We can think rather mistakenly that we live in a better age, and that we in the civilized West are not as violent, but we are. We have only to reflect that it was not so very long ago that Pol Pot all but carried out a policy of genocide on his own people, and he was not a peasant, but a well educated member of the middle classes, and Mao may have started off as a peasant, but became a middle class revolutionary and, as the distinguished historian Simon Sebag Montefiore notes, was the greatest monster of them all, comparing him no doubt to Stalin, Hitler, and Pol Pot. But let us not allow the great communist leaders and Hitler to take all the blame. Did the Americans have to drop two atomic bombs on Japan? Did the British have to behave so appallingly in Africa? Did they have to be so unspeakably cruel to the Chagos islanders, turf them out of their island home, and dump them on the island of Mauritius, where they pined away and died of poverty and loneliness. Many years later, when they, the islanders, won their case in the High Court in London to return to the Chagos islands, (now renamed Diego Garcia, ironically an American Air Force Base and home to one of the many American torture chambers), the islanders found that the then Prime Minister Tony Blair, by resorting to an arcane law, and with the Queen’s approval, prevented them from ever returning to their island homes. Just to emphasize the terrible injustice, it is remarkable to note that the Washington Post described Diego Garcia as part of America’s Gulag. It was there, according to the newspaper’s report, that ‘al-Qaeda’ suspects are tortured, and no doubt innocent people too.

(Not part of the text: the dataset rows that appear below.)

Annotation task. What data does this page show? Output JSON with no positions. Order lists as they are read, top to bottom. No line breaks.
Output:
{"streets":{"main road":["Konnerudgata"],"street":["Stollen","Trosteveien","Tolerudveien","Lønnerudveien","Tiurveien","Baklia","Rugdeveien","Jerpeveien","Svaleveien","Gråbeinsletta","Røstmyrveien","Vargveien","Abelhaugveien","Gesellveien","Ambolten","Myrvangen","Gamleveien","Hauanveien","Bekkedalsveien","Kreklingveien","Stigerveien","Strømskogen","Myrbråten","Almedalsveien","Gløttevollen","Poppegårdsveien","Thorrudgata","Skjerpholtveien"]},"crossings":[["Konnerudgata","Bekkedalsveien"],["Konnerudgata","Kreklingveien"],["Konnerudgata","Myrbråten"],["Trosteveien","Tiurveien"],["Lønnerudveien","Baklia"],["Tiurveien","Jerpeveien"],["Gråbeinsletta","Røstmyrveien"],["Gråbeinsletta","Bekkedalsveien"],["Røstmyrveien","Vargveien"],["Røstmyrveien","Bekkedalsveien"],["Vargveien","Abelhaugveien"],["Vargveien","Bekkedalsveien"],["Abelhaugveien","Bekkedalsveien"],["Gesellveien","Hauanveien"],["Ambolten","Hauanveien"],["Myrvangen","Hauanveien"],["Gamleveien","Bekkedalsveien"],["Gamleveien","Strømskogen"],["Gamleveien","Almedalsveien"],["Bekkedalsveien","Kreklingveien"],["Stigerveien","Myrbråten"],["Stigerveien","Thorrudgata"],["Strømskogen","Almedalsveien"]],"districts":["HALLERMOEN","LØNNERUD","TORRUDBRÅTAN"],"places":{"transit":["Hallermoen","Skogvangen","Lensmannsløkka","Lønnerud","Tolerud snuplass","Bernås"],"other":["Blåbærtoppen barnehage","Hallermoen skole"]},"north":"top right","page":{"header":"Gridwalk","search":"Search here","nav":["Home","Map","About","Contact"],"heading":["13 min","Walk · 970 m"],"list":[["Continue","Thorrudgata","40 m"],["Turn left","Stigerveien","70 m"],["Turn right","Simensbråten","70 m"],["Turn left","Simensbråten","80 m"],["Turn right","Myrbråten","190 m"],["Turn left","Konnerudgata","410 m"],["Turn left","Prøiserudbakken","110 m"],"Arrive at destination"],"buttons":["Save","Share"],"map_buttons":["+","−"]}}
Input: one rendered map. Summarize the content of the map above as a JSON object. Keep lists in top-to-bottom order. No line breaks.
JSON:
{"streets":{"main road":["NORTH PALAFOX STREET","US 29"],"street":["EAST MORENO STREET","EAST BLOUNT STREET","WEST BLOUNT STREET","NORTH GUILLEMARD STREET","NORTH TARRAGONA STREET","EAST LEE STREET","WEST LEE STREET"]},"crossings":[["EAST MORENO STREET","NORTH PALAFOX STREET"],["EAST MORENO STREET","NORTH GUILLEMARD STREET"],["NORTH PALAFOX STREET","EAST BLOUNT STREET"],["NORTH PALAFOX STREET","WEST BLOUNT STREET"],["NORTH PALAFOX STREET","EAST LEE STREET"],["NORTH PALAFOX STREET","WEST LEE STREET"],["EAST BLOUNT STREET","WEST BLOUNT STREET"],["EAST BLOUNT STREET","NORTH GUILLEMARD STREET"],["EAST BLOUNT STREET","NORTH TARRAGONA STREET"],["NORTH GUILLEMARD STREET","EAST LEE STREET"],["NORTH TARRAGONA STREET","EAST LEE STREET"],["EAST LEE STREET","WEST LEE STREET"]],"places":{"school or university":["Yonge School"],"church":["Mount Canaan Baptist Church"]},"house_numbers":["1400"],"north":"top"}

What is so remarkable is that God allows himself, in Jesus, to be tried and tortured with unbelievable ferocity and hatred, if we are to believe such mystics as St. Bridget of Sweden, Blessed Anna Catherine Emmerich and others, and accept it all with such love and humility. It is Jesus’ humility, gentleness and love that are the hallmarks of the Passion narrative. He is indeed the Lamb led to the slaughter.
As Christians we cannot enter Heaven unless we tread the path of the Passion. It may not be anything resembling Christ’s Passion, and even the most terrible martyrdom cannot come near it, for the God Man suffers infinitely, and we suffer only finitely. However sorrows will come our way, and mostly by people betraying us in marriage, family, business, work, or in friendship, as Jesus was in the person of Judas. We will, especially in the present atmosphere of the new rise of totalitarianism, which our drugged and over sexed West seems to be unaware of, very possibly find ourselves hauled before kangaroo courts, tortured, and killed; with possibly Church leaders saying nothing as in the case of Nazi Germany and the Soviet World, and still, as is the case, in China today.
God invariably is tried and found wanting. Why? Because God is the God of Love and humility. He is Creator and he is King and his authority is that of utter integrity utter justice, and abounding mercy. In our lives, if we imitate Christ, we will suffer like him, for the World and The Prince of this world wants only power and the unbridled use of it.
Let us spare a thought for the peoples of the Ukraine, who look sure to walk the path of the Via Dolorosa. May Our Lady cast her protecting veil over them all, and bring them to peace, either the peace of an unsullied life, or the peace of Heaven, and let them draw solace from the passion of Christ, who has endured all the sufferings, and sins of Man from the beginning of Time, to his Second Coming, and as I said he has suffered all that infinitely.